▸ What the exercise asks:
Output exactly the lines below, starting with the line that has "M121 359 113" and going on through the line that has "M0 133 33 95 64 78 105 146 152 107", both included, and no other lines.

▸ Given information:
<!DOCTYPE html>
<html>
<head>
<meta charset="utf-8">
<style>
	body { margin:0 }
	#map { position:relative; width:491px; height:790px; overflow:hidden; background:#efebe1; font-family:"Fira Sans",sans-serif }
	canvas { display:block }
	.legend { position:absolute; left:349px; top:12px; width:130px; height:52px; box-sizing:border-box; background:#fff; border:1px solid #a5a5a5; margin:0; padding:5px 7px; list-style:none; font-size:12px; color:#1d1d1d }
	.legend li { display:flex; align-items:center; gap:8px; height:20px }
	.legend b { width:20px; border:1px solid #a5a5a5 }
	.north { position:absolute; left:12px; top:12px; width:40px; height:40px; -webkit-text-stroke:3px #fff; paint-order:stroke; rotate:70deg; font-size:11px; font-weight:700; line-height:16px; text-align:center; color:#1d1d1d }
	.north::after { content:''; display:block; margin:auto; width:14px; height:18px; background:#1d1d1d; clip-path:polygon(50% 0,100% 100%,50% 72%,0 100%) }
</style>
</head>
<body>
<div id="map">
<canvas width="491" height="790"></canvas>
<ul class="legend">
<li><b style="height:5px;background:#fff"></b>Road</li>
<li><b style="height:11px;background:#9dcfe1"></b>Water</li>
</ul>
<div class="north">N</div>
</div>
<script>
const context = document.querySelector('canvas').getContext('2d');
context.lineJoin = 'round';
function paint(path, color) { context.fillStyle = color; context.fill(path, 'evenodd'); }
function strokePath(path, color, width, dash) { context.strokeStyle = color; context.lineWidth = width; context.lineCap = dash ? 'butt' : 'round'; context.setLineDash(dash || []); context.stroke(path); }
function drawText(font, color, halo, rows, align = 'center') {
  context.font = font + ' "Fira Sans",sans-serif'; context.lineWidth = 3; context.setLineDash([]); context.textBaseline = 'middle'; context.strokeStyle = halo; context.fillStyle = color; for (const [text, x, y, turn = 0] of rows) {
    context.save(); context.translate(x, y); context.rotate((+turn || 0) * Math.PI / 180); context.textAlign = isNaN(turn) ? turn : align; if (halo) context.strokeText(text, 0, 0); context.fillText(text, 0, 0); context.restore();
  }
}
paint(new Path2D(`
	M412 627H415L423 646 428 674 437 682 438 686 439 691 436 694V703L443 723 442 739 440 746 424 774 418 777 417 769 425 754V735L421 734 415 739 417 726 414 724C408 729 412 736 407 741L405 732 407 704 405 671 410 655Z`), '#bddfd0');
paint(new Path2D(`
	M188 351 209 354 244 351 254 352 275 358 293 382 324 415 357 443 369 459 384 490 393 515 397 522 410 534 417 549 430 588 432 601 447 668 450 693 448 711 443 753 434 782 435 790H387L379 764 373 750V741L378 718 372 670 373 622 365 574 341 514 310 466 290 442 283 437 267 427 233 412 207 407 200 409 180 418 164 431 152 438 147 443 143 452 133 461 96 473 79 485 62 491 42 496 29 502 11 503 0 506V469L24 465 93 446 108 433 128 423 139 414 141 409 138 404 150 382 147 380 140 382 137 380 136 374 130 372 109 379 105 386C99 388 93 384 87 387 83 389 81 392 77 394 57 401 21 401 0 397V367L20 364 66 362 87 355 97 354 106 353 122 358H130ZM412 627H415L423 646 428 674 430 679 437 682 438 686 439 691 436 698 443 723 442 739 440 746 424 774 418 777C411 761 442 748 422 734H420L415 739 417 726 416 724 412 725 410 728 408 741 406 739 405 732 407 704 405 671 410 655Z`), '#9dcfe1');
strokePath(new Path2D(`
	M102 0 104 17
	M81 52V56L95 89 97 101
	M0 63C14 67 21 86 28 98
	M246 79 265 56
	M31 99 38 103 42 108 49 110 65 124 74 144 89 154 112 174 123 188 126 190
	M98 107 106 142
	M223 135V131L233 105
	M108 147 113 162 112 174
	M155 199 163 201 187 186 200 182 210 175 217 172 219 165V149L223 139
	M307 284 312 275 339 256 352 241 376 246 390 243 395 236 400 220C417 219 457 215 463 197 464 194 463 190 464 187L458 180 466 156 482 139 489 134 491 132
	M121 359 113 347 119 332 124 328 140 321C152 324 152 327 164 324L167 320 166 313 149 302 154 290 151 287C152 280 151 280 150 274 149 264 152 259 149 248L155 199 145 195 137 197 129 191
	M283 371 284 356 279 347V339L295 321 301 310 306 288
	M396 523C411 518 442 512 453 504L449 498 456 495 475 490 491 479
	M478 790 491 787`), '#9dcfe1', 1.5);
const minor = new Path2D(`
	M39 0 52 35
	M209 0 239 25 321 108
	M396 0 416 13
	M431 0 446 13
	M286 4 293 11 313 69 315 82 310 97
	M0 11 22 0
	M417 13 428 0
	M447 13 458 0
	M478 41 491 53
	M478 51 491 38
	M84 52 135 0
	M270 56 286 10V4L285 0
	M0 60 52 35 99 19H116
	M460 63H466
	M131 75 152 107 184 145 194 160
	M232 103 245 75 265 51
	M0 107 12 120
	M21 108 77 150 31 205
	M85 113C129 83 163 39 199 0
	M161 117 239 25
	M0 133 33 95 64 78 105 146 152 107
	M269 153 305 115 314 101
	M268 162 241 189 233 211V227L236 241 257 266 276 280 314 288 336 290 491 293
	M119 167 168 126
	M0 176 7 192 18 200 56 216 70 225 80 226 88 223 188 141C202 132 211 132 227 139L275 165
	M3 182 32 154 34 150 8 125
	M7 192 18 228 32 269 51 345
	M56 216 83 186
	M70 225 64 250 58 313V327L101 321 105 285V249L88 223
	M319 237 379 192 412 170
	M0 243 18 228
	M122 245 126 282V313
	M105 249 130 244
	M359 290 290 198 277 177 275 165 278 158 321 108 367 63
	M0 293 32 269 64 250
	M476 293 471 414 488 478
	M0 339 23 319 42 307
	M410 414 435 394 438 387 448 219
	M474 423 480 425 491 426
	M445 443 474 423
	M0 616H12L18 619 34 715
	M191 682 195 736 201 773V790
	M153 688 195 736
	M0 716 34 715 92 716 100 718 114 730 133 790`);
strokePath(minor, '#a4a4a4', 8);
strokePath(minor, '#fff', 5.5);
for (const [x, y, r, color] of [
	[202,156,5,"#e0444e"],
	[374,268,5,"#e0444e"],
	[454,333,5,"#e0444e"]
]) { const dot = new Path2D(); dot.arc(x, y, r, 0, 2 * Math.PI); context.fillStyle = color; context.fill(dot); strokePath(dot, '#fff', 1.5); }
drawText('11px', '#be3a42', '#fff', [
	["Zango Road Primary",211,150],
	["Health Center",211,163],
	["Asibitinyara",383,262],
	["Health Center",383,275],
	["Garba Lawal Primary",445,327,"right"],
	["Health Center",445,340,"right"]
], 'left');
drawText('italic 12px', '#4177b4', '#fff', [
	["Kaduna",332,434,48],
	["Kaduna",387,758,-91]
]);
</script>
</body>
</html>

▸ Written reply:
	M121 359 113 347 119 332 124 328 140 321C152 324 152 327 164 324L167 320 166 313 149 302 154 290 151 287C152 280 151 280 150 274 149 264 152 259 149 248L155 199 145 195 137 197 129 191
	M283 371 284 356 279 347V339L295 321 301 310 306 288
	M396 523C411 518 442 512 453 504L449 498 456 495 475 490 491 479
	M478 790 491 787`), '#9dcfe1', 1.5);
const minor = new Path2D(`
	M39 0 52 35
	M209 0 239 25 321 108
	M396 0 416 13
	M431 0 446 13
	M286 4 293 11 313 69 315 82 310 97
	M0 11 22 0
	M417 13 428 0
	M447 13 458 0
	M478 41 491 53
	M478 51 491 38
	M84 52 135 0
	M270 56 286 10V4L285 0
	M0 60 52 35 99 19H116
	M460 63H466
	M131 75 152 107 184 145 194 160
	M232 103 245 75 265 51
	M0 107 12 120
	M21 108 77 150 31 205
	M85 113C129 83 163 39 199 0
	M161 117 239 25
	M0 133 33 95 64 78 105 146 152 107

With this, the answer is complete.